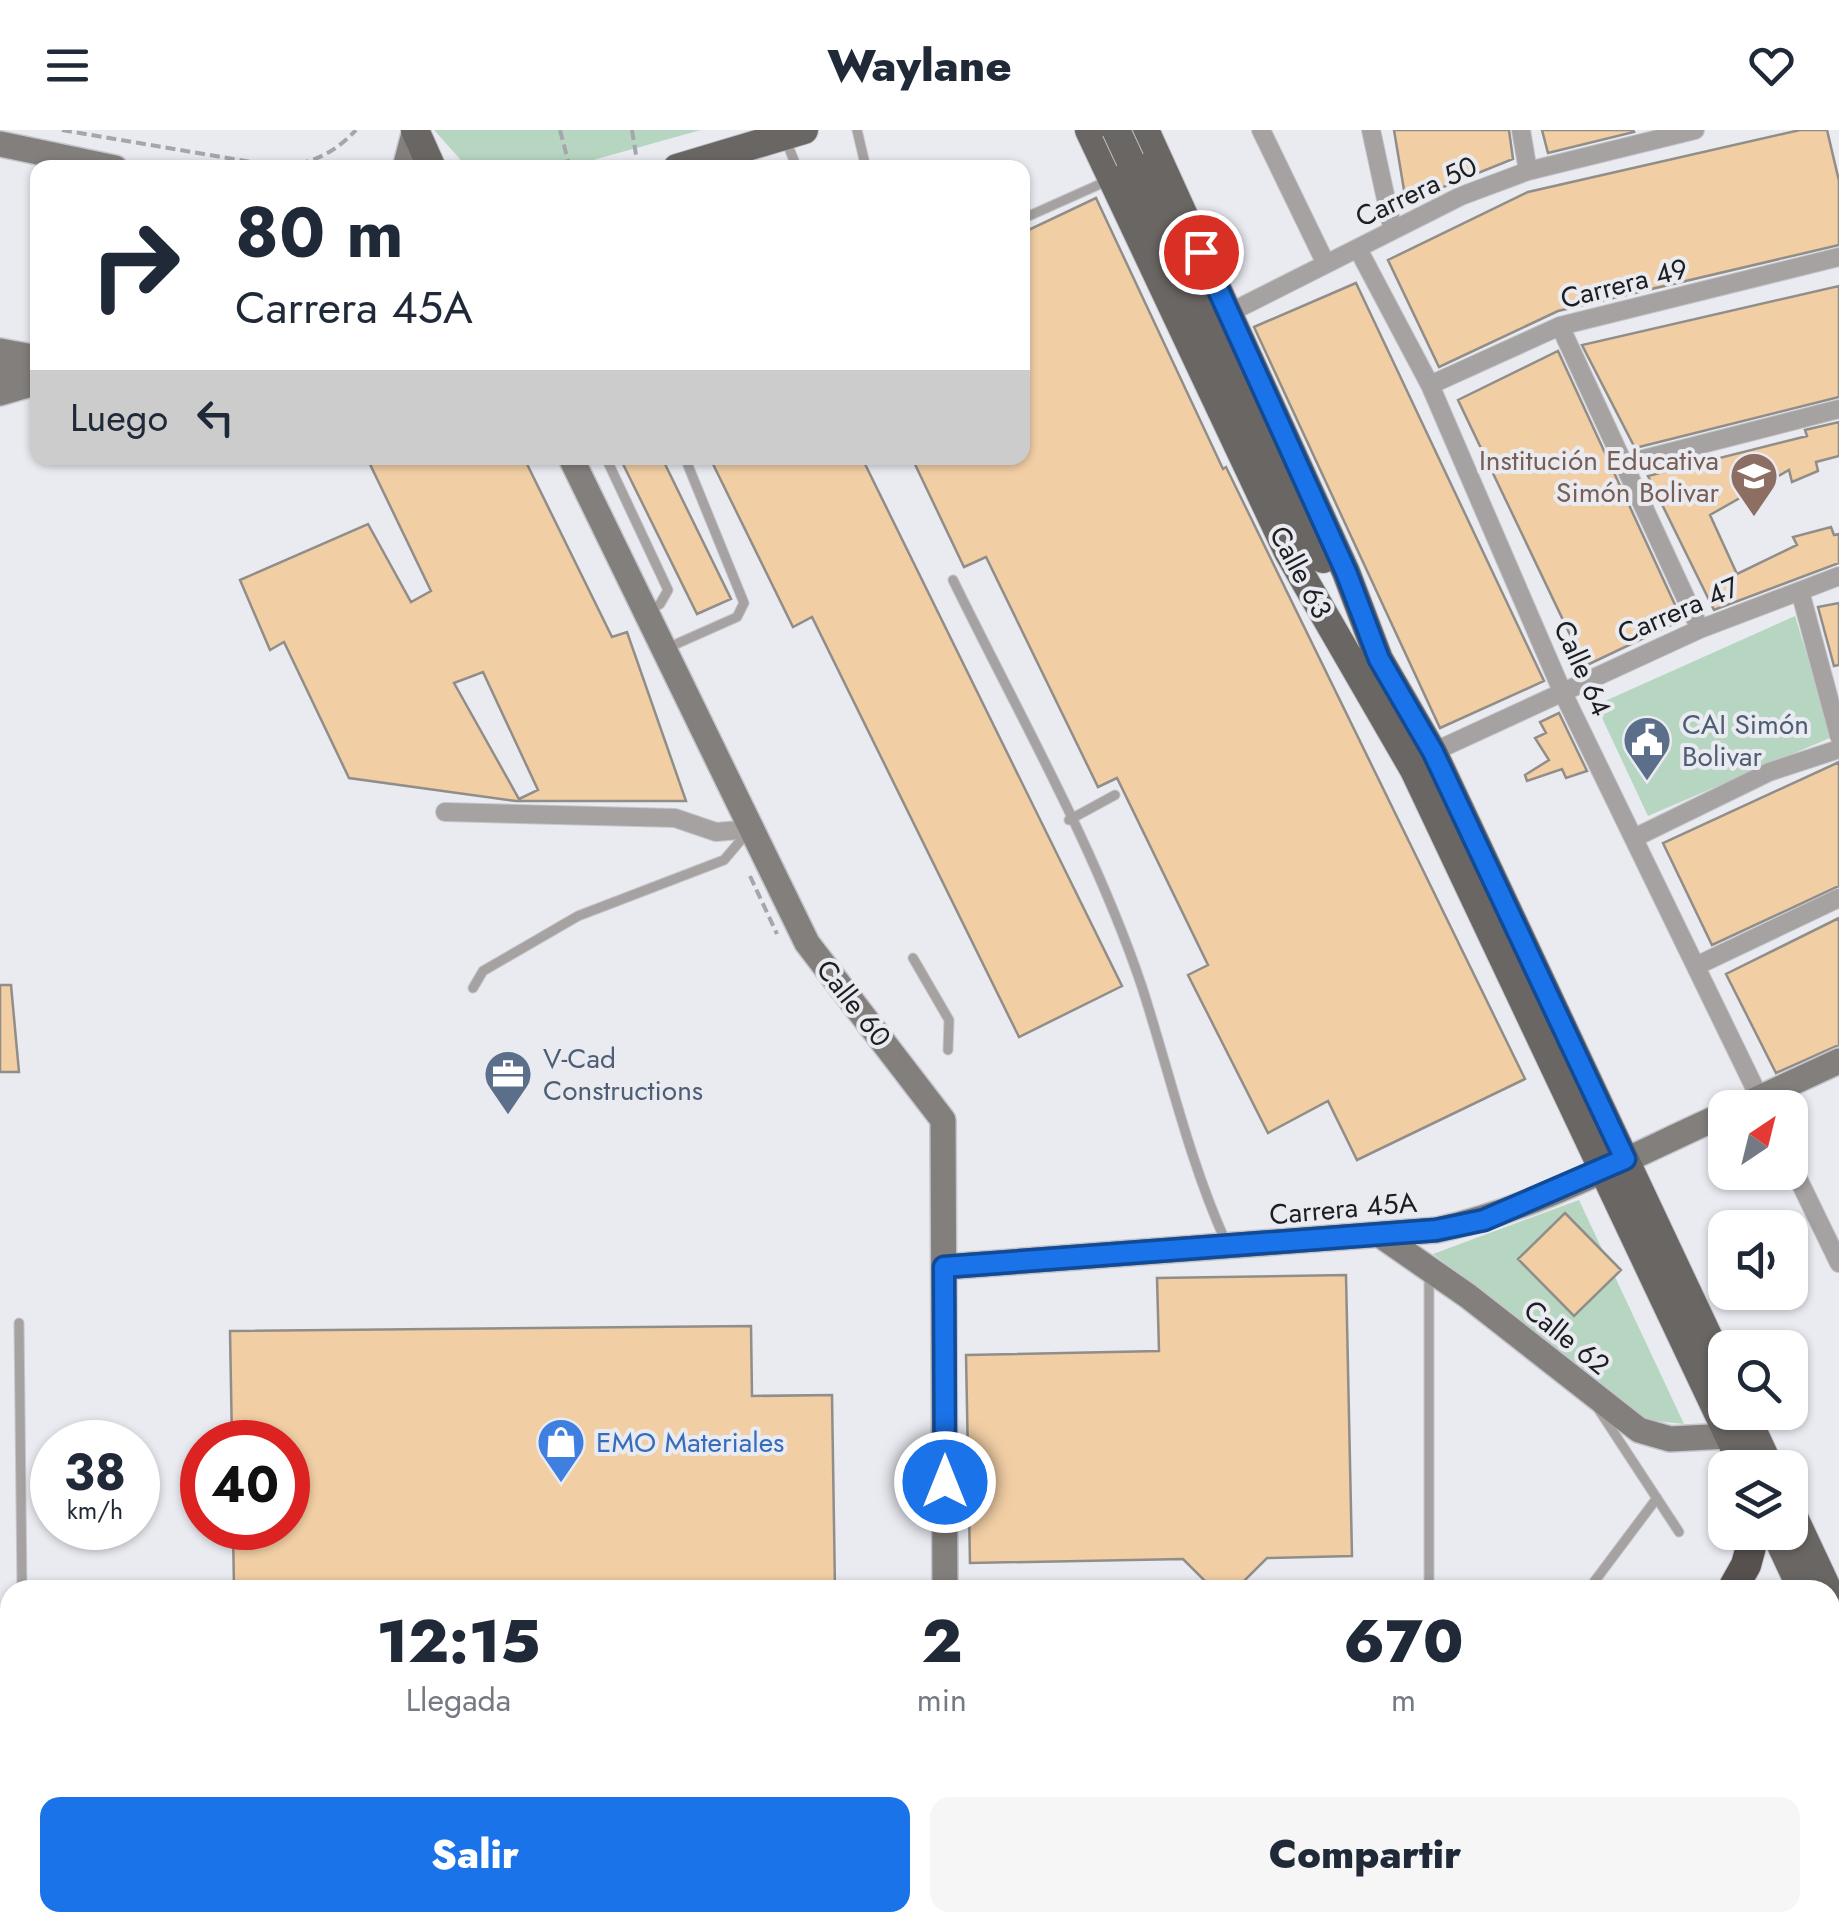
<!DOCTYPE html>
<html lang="es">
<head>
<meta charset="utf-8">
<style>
  body { margin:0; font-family:Jost,sans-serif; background:#f6f6f7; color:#1f2937; height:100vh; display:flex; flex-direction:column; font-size:38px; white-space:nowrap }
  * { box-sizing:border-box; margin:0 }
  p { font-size:32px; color:#747a83 }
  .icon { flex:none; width:55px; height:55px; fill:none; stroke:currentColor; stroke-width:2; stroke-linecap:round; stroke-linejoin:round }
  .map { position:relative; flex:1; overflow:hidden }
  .sheet { position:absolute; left:0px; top:1450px; width:1840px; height:352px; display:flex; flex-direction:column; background:#fff; border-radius:30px 30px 0 0; box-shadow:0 2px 8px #0004 }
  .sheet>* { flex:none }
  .guide { position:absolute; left:30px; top:30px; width:1000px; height:305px; border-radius:20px; box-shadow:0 2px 8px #0004; background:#fff; color:#1f2937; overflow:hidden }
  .needle { width:65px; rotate:35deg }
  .buttons { position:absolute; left:1708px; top:960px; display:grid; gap:20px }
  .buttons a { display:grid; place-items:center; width:100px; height:100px; border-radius:20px; background:#fff; box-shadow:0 2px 8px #0004; font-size:50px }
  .speed { position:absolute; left:30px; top:1290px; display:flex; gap:20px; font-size:50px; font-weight:700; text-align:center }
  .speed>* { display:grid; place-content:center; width:130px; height:130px; border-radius:50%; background:#fff; box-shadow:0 2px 8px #0004; line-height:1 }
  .speed small { font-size:25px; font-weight:400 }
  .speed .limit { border:15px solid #d22; background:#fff; color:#111 }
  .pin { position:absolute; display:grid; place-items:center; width:85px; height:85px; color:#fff; margin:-42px; border:5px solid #fff; border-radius:50%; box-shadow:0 2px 10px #0007 }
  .me { position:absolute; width:110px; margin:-55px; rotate:0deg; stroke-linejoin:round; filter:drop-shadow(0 0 8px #0008) }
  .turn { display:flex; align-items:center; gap:35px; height:210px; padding:0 40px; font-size:45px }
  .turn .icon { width:130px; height:130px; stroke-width:2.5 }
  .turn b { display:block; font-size:70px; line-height:85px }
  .then { display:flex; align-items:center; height:95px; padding:0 40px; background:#0003; gap:20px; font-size:38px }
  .eta { display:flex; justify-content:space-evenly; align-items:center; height:170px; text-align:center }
  .eta b { font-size:60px; font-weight:800; line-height:70px }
  .primary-button { display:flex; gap:20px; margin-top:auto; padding:20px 40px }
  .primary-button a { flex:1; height:115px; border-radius:20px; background:#1a73e8; color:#fff; font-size:40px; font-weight:800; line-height:115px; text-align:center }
  .primary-button a+a { background:#f6f6f7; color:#1f2937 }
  header { display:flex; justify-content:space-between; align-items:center; height:130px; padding:0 40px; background:#fff; font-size:45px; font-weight:800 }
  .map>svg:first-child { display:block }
</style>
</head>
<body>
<header><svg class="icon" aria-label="menu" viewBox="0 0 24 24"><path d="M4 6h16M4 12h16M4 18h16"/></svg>Waylane<svg class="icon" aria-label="heart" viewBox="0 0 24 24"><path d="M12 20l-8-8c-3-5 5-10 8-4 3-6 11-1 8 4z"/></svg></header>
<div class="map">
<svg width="1839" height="1802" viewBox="0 0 1839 1802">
  <rect width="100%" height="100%" fill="#e9ebf1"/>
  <path fill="#b7d6c1" d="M434,0H701L568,37H467Z
    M1795,486L1832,607L1648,686L1596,575Z
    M1579,1070L1684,1294L1647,1290L1433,1124Z
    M1830,1575L1839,1580V1753L1830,1752Z
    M807,1792H1072V1793L789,1800Z"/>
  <path fill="#f1cea4" stroke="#918d89" stroke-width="2.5" fill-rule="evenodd" d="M1394,0H1509L1513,29L1406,72Z
    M1542,0H1633L1634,2L1548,23Z
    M1800,0H1827L1839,51V115L1558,181L1439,237L1388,130L1528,62Z
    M1096,68L1223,339L1226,337L1525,949L1357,1030L1328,971L1268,1003L1188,845L1208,835L1117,648L1098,657L986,427L964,437L912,328H1022V103Z
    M1356,153L1544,551L1440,598L1254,197Z
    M1839,156V267L1635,318L1582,215Z
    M1558,221L1682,490L1585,536L1458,270Z
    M1839,292V326L1816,332L1818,341L1792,352L1789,340L1710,385L1737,444L1797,415L1793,407L1831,397L1834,405L1839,404V433L1714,480L1648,346L1807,306L1805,300Z
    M367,328H524L612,507L627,502L686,671H516L349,648L284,512L270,520L240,450L368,394L411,472L431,461ZM483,542L538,660L519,669L454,553Z
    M620,328H662L731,469L697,484Z
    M710,328H862L1122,856L1019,907L812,487L793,497Z
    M1839,473V535L1834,536L1818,477Z
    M1559,583L1587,641L1566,648L1562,639L1527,651L1525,645L1549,630L1535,608L1546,603L1540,592Z
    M1839,632V756L1712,815L1663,713Z
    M1839,788V915L1776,943L1726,844Z
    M0,855H11L19,942H0Z
    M1565,1083L1621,1140L1574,1186L1518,1129Z
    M1346,1145L1352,1426L1267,1428L1237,1458H1212L1183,1429L970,1433L966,1225L1159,1221L1157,1148Z
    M751,1196L752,1266L832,1265L835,1460H234L233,1398H288V1312H232L230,1201Z"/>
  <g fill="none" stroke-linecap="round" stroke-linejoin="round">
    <g stroke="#c4c6cb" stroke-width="11">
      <path id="lane" d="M857,0L866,38
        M785,8L797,38
        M1022,89L1107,51
        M606,328L668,460L660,474L647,482
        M953,450C1018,583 1095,717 1142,857C1169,941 1189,1030 1225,1110
        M665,519L737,487L744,473L685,328
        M1069,690L1115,665
        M913,828L949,890L948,920
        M473,858L483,841L578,786L724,730L747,703
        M1429,1144V1460
        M19,1193L22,1460
        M1599,1280L1679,1402
        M1588,1460L1657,1368
        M28,1792V1802"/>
    </g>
    <g stroke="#c4c6cb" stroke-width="20">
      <path id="street" d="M1261,0L1326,134
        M1371,0L1392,97
        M1521,0L1528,41
        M1358,119L1430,255L1562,561L1764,977
        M1229,183L1461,66L1528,41L1695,0
        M1560,196L1700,499
        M1430,255L1560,196L1839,127
        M1624,334L1839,279
        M1800,461L1839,606
        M1433,622L1700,499L1839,446
        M445,682L675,688L716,702L750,699
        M1634,708L1769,642L1839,619
        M1696,836L1839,768
        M1790,1032L1839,1133
        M1836,1477L1839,1475"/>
    </g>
    <g stroke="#c4c6cb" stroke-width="28">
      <path id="secondary" d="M0,14L115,38
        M405,38L415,0
        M0,221L38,228
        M0,243L38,232
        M0,263L38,252
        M571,328L807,813L943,990L945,1460
        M1738,978L1839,931
        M1383,1107L1468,1166L1639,1300L1670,1309L1729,1306
        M944,1137L1437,1100C1538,1078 1631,1026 1725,984
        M760,1802L775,1792"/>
    </g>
    <g stroke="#c4c6cb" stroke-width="30">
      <path id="primary" d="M415,0L432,38
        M1089,0L1288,422L1414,640L1744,1338
        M1145,0L1346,442L1379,529L1433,622L1725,1242
        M1130,30L1246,280L1323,429
        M677,38L804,0
        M1744,1282L1770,1338
        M1790,1379L1828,1460
        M1775,1402L1802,1460
        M1830,1519L1839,1538"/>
    </g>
    <g stroke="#c4c6cb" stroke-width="32">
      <path id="highway" d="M1732,1460L1746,1435L1755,1402
        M1830,1563L1839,1568
        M1263,1802L1839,1796"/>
    </g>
    <path stroke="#a5a6ab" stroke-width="4" stroke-dasharray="10 5" stroke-linecap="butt" d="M62,0L275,36C310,35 332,25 356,0
      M560,0L570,38
      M632,0L636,25
      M750,746L777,804
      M1687,1460H1690
      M1830,1719L1839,1740
      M1233,1792V1802"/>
    <use href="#lane" stroke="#a5a2a1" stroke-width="9"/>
    <use href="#street" stroke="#a5a2a1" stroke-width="18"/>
    <use href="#secondary" stroke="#837f7d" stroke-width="25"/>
    <use href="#primary" stroke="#6a6663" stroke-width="28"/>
    <use href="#highway" stroke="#56504e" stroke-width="30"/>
    <g stroke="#c4c6cb" stroke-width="30" stroke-linecap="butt">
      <path id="primary-bridge" d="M1116,0L1130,30"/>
    </g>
    <use href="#primary-bridge" stroke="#6a6663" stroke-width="28"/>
  </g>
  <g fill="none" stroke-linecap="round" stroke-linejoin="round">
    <g stroke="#114b97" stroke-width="25">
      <path id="route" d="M945,1352L944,1137L1436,1100L1484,1090L1625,1029L1433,622L1379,529L1346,442L1201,122"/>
    </g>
    <use href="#route" stroke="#1a73e8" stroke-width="18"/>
  </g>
  <defs>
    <g id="school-pin" transform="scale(2.5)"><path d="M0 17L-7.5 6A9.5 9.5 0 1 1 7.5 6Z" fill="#8d6e63" stroke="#e9ebf1"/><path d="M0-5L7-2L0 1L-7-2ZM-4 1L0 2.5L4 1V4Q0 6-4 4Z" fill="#fff"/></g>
    <g id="civic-pin" transform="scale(2.5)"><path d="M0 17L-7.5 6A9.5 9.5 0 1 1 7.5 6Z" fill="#5c6f8a" stroke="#e9ebf1"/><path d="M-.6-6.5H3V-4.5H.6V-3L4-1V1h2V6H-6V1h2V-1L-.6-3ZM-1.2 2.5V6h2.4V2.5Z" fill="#fff"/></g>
    <g id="office-pin" transform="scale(2.5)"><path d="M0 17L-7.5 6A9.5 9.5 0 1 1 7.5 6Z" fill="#5c6f8a" stroke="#e9ebf1"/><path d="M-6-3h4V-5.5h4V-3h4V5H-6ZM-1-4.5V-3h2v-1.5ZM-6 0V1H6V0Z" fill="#fff"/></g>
    <g id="shop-pin" transform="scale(2.5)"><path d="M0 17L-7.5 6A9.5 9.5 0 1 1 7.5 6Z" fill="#3f7fe0" stroke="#e9ebf1"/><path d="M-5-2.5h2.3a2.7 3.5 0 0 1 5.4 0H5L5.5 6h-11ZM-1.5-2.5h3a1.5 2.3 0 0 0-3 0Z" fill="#fff"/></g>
  </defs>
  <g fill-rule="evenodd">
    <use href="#school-pin" x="1754" y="346"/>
    <use href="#civic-pin" x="1647" y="610"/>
    <use href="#office-pin" x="508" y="944"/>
    <use href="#shop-pin" x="561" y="1312"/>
  </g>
  <g text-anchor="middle" stroke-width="8" stroke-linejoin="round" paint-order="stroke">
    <g font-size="28" fill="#1d1e20" stroke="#e9ebf1">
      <text transform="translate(1416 61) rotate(-25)" y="10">Carrera 50</text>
      <text transform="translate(1624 153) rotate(-14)" y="10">Carrera 49</text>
      <text transform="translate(1301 442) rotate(62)" y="10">Calle 63</text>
      <text transform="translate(1678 480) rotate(-23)" y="10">Carrera 47</text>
      <text transform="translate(1583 538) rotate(66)" y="10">Calle 64</text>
      <text transform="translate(854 873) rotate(52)" y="10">Calle 60</text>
      <text transform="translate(1343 1078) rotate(-5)" y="10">Carrera 45A</text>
      <text transform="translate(1567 1207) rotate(39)" y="10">Calle 62</text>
    </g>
    <g font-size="28" fill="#785e54" stroke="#e9ebf1" text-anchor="end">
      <text x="1719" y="340">Institución Educativa<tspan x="1719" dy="32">Simón Bolivar</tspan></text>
    </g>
    <g font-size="28" fill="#4e5e75" stroke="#e9ebf1" text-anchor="start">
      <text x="1682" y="604">CAI Simón<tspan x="1682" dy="32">Bolivar</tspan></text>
      <text x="543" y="938">V-Cad<tspan x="543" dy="32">Constructions</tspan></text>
    </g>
    <g font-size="28" fill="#366cbe" stroke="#e9ebf1" text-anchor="start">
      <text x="596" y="1322">EMO Materiales</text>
    </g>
  </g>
</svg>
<div class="buttons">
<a><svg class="needle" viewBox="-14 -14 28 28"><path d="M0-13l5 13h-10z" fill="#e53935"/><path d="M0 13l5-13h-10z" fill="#747a83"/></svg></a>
<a><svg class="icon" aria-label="sound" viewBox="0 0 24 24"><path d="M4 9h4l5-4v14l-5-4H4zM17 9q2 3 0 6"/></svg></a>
<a><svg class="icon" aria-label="search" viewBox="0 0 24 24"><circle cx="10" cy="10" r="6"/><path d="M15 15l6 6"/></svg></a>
<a><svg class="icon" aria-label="layers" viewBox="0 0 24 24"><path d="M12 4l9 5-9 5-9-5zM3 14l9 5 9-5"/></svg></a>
</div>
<div class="speed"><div>38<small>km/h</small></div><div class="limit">40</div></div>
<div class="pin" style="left:1201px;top:122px;background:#d93025"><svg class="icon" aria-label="arrive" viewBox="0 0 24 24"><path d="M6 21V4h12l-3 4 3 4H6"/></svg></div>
<svg class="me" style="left:945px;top:1352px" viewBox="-20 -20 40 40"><circle r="17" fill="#1a73e8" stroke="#fff" stroke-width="3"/><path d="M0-11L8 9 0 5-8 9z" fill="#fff"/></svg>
<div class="guide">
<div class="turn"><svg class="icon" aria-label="right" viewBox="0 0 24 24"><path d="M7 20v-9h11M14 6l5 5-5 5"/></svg><div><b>80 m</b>Carrera 45A</div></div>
<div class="then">Luego<svg class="icon" aria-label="left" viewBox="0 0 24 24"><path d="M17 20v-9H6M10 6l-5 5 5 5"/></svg></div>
</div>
<section class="sheet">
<div class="eta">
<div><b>12:15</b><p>Llegada</p></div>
<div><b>2</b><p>min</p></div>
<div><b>670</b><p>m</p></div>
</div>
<div class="primary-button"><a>Salir</a><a>Compartir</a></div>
</section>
</div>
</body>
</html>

====

WORK ITEM ▸ Proceeding from the line containing "flex:none; width:55px; height:55px;" through the line containing "display:flex; gap:20px; margin-top:auto;", transcribe the lines above exactly, both end lines included.

YOUR RESPONSE ▸
  .icon { flex:none; width:55px; height:55px; fill:none; stroke:currentColor; stroke-width:2; stroke-linecap:round; stroke-linejoin:round }
  .map { position:relative; flex:1; overflow:hidden }
  .sheet { position:absolute; left:0px; top:1450px; width:1840px; height:352px; display:flex; flex-direction:column; background:#fff; border-radius:30px 30px 0 0; box-shadow:0 2px 8px #0004 }
  .sheet>* { flex:none }
  .guide { position:absolute; left:30px; top:30px; width:1000px; height:305px; border-radius:20px; box-shadow:0 2px 8px #0004; background:#fff; color:#1f2937; overflow:hidden }
  .needle { width:65px; rotate:35deg }
  .buttons { position:absolute; left:1708px; top:960px; display:grid; gap:20px }
  .buttons a { display:grid; place-items:center; width:100px; height:100px; border-radius:20px; background:#fff; box-shadow:0 2px 8px #0004; font-size:50px }
  .speed { position:absolute; left:30px; top:1290px; display:flex; gap:20px; font-size:50px; font-weight:700; text-align:center }
  .speed>* { display:grid; place-content:center; width:130px; height:130px; border-radius:50%; background:#fff; box-shadow:0 2px 8px #0004; line-height:1 }
  .speed small { font-size:25px; font-weight:400 }
  .speed .limit { border:15px solid #d22; background:#fff; color:#111 }
  .pin { position:absolute; display:grid; place-items:center; width:85px; height:85px; color:#fff; margin:-42px; border:5px solid #fff; border-radius:50%; box-shadow:0 2px 10px #0007 }
  .me { position:absolute; width:110px; margin:-55px; rotate:0deg; stroke-linejoin:round; filter:drop-shadow(0 0 8px #0008) }
  .turn { display:flex; align-items:center; gap:35px; height:210px; padding:0 40px; font-size:45px }
  .turn .icon { width:130px; height:130px; stroke-width:2.5 }
  .turn b { display:block; font-size:70px; line-height:85px }
  .then { display:flex; align-items:center; height:95px; padding:0 40px; background:#0003; gap:20px; font-size:38px }
  .eta { display:flex; justify-content:space-evenly; align-items:center; height:170px; text-align:center }
  .eta b { font-size:60px; font-weight:800; line-height:70px }
  .primary-button { display:flex; gap:20px; margin-top:auto; padding:20px 40px }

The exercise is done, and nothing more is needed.